Another problem is how to efficiently define such complex structures as
tree branches bifurcating from 1m thick trunk to 1mm thin twigs. Fortunately
branching structures on plants often display self-similarity, it means that
tiny twigs look very similar to thick branches, just smaller. Such repeatability
of shape can be dealt with iterations :
Example of iteration tree created with The Plant Factory
Shaped by sun & shadow : two trees of the same specie, same
age and health can look completely different, depending where they grow:
on open field, where light shines from every direction, or inside forest,
where the light is available only over forest canopy top (more info here)
Same process of plant shaping by sunlight happens for every
part of the plant : branches grow where there is empty space, and where
more sunlight is available. In areas where sunlight does not reach, branches
die, dry, and drop. Today there is only one 3D software capable of simulating
this process L-Studio
developed by prof. Prusinkiewicz from University of Calgary, and it's simplified
version for iPad TreeSketch.
3D botany software types
Current 3D plant creation software use following approaches
L-System is the oldest approach for
generation of plant like shapes. It offers almost unlimited flexibility,
but it is complex as user has to type the code, which can become too convoluted,
too complex to manage when parameters for simulation of realism have to
be implemented into code. Sometime process is done in 2 stages : relatively
simple code defines basic plant structure, then parameters are used to fine
adjustment of the plant:
Procedural editors like Xfrog
Plant Factory merge high versatility with relative simplicity. User
defines plant structure by assembling a graph in graphic editor. Then he
adjusts characteristics of plant parts defined by graph nodes. This approach
offers most control over precise definition of needed shape. However due
to multitude of parameters, a lot of learning may be needed before user
is able to create nice models from scratch.

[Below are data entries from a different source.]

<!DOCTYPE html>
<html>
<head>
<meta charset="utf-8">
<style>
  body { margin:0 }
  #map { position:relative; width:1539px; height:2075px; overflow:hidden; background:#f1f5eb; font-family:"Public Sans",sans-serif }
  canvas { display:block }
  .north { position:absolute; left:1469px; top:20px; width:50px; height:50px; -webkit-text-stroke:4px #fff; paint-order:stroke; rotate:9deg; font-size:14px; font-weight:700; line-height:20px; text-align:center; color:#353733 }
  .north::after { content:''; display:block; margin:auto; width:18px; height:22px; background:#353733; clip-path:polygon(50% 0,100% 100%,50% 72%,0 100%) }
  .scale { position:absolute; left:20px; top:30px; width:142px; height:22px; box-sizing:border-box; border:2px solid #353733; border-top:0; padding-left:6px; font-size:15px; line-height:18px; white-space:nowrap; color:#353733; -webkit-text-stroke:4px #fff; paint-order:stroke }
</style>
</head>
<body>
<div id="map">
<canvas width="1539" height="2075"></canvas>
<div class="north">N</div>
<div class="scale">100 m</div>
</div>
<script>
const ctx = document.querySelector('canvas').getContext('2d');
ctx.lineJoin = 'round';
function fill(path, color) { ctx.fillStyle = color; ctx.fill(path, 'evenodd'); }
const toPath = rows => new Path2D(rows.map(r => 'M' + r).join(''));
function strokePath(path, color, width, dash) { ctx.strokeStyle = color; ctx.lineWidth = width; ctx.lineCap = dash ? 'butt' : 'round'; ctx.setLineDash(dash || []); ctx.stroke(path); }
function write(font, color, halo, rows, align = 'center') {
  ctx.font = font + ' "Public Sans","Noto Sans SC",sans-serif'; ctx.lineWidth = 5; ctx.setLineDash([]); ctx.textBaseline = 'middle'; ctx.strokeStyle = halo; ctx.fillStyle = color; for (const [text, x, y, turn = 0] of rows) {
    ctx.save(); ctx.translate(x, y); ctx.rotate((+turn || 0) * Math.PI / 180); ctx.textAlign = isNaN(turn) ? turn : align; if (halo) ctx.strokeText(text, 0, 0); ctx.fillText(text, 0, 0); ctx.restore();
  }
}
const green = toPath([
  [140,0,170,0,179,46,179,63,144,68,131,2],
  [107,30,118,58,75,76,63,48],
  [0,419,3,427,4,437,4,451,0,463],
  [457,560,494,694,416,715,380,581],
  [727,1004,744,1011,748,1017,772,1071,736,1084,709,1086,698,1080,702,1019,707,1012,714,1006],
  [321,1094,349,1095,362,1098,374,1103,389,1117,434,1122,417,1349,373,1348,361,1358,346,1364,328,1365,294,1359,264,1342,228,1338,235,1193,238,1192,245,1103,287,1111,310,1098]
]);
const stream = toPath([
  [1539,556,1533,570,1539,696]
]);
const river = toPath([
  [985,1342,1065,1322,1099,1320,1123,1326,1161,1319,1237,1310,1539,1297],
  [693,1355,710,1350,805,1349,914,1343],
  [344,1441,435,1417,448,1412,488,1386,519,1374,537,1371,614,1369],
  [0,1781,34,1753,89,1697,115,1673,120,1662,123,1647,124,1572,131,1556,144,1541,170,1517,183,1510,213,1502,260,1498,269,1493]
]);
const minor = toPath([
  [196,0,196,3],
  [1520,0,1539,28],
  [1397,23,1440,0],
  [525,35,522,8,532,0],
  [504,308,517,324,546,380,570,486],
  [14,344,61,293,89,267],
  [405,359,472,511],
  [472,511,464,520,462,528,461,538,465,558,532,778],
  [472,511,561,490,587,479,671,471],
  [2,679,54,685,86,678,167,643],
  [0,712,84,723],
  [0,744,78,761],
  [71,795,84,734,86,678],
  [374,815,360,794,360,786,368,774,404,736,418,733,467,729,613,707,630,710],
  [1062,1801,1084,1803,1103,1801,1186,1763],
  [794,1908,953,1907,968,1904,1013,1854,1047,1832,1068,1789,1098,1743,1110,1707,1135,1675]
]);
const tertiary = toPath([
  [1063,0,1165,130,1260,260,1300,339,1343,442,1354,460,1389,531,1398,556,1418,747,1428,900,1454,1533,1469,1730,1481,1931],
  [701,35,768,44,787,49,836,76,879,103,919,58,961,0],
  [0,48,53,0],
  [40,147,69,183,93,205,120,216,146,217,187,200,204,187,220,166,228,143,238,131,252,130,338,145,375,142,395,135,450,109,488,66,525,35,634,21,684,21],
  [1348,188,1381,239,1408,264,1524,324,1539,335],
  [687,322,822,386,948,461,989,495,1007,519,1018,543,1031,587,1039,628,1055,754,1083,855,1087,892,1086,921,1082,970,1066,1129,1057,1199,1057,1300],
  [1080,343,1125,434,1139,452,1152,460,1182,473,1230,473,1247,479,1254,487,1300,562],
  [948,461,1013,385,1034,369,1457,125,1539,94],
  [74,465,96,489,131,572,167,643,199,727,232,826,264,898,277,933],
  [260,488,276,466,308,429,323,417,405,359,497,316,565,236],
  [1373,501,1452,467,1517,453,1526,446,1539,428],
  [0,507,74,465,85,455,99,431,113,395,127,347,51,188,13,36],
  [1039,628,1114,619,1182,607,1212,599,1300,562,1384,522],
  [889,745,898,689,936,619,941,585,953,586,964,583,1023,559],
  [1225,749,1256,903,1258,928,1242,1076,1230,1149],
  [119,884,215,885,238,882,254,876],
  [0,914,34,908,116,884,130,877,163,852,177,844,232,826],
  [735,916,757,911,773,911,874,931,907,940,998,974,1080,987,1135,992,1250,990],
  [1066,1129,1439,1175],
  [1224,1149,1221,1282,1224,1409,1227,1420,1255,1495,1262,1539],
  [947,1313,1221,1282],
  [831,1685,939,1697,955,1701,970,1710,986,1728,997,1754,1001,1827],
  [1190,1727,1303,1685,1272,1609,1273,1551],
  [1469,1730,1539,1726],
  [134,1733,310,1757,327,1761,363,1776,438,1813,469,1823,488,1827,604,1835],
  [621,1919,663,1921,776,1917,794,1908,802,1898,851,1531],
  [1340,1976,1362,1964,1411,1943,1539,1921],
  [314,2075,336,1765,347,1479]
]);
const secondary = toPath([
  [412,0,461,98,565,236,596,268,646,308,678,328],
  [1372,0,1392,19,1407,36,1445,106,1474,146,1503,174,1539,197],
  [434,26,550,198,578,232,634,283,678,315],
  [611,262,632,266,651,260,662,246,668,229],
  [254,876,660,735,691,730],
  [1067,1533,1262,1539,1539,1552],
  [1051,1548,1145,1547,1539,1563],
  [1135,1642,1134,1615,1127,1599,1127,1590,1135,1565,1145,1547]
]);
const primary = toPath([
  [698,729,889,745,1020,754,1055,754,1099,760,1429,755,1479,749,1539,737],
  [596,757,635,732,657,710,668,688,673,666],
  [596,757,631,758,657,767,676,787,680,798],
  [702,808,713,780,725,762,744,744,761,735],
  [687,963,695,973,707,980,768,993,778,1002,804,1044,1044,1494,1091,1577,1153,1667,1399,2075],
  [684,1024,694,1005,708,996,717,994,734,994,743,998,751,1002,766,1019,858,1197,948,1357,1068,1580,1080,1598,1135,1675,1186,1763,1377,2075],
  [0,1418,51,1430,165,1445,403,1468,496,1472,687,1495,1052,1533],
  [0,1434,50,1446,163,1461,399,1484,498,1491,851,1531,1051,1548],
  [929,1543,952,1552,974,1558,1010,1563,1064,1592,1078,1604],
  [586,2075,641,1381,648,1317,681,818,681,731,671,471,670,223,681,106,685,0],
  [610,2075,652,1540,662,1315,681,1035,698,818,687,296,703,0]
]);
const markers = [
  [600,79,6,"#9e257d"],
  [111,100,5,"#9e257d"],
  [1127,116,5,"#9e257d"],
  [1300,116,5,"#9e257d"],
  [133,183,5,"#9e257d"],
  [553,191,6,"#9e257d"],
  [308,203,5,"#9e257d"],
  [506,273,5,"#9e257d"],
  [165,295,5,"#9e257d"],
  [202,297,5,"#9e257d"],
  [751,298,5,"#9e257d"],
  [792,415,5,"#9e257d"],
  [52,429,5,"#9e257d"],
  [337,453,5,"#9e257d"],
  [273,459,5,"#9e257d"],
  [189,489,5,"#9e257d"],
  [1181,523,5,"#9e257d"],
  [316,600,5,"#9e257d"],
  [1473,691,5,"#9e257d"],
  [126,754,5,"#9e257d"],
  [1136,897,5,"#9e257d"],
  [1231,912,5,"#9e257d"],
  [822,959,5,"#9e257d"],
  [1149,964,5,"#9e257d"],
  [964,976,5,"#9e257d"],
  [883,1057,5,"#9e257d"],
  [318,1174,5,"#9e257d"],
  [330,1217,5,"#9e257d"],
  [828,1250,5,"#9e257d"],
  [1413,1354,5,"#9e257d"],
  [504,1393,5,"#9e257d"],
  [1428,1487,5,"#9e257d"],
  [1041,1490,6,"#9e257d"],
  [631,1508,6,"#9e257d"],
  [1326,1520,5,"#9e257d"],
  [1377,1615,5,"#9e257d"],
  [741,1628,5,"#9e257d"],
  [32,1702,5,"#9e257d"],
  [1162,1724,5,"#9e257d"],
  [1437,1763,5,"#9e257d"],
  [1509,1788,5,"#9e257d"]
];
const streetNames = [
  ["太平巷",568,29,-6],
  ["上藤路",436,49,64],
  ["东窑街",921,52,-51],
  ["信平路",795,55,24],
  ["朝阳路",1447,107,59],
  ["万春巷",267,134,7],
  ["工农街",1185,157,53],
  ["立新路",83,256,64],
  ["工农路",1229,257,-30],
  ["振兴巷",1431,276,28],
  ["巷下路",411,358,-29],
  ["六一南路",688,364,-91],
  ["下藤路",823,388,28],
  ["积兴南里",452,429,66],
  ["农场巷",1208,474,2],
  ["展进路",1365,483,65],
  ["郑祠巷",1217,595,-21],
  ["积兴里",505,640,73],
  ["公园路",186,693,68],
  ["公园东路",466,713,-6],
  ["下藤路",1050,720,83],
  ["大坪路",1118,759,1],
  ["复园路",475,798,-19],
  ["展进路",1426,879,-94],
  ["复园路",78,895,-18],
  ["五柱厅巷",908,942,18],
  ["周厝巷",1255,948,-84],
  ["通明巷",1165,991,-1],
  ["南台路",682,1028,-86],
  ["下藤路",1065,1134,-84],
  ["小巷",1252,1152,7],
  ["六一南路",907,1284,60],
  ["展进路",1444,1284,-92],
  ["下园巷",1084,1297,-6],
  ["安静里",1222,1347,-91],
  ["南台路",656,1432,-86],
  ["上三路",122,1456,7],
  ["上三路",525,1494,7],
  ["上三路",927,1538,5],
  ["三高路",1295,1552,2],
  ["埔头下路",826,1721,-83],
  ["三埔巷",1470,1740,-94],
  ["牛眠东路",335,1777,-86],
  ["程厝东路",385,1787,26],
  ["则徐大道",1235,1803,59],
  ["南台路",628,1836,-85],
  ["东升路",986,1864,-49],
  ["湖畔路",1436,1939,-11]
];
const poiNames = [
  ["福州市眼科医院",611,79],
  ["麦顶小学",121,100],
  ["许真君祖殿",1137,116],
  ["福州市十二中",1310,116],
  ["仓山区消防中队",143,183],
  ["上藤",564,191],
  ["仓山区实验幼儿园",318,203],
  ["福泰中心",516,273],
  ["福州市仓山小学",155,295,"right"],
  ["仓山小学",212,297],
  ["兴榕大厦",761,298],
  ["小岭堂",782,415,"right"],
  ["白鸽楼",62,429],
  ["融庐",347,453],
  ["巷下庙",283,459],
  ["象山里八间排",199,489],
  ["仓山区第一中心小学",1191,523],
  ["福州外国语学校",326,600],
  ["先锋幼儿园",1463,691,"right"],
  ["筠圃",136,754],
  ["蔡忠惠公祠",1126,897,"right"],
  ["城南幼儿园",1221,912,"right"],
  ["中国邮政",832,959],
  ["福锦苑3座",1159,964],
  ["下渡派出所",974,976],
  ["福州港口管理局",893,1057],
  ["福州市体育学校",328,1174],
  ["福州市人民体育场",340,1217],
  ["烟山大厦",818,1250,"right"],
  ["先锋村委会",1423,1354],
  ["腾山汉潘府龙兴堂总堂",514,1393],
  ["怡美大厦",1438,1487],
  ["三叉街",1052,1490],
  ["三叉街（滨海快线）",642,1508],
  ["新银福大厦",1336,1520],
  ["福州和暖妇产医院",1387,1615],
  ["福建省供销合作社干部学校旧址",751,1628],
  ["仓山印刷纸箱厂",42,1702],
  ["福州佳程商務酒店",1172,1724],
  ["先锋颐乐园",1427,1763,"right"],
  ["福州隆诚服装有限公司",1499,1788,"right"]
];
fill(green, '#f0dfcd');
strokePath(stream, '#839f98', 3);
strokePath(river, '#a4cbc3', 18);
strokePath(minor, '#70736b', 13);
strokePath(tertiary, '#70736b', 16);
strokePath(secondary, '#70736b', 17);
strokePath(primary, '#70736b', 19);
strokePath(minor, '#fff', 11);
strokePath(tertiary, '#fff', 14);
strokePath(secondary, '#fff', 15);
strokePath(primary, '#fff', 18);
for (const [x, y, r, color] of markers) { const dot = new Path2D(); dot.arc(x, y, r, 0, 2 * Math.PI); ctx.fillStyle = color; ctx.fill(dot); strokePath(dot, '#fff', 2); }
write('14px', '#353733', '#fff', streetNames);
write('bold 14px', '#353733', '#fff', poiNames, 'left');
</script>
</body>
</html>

Customizable editors like Onyx
are like procedural ones, but without graph creation step. Basic models
are predefined, and user is limited to adjustment of those models. In Botanica
L-System code was used to generate the basic model, and user had no access
to this code.
Growth simulation approach implemented
can produce nice, botanically correct results, but user has no precise control
over the shape, as environment constraints and initial "seed"
properties shape plant in simulated growth iterations.
Models Libraries software aren't real
editors, they just simplify addition of predefined models into 3D scene,
(ex. visual browser). Some very basic settings may be available, like level
of detail or selection of model according to season. Laubwerk
represent this category. More focused simplicity than versatility.
Painting approach consist of user painting
with mouse or tablet offspring branches over parent branches. Basically
user defines branch axial spline shape, and algorithm does the rest - defines
appropriate radius, populates painted branch with other branches, creates
smooth surface blending between parent & offspring. At this moment the
most advanced painting is implemented in iPad free application Tree Sketch.
Speed Tree and Tree Factory also have such functionality.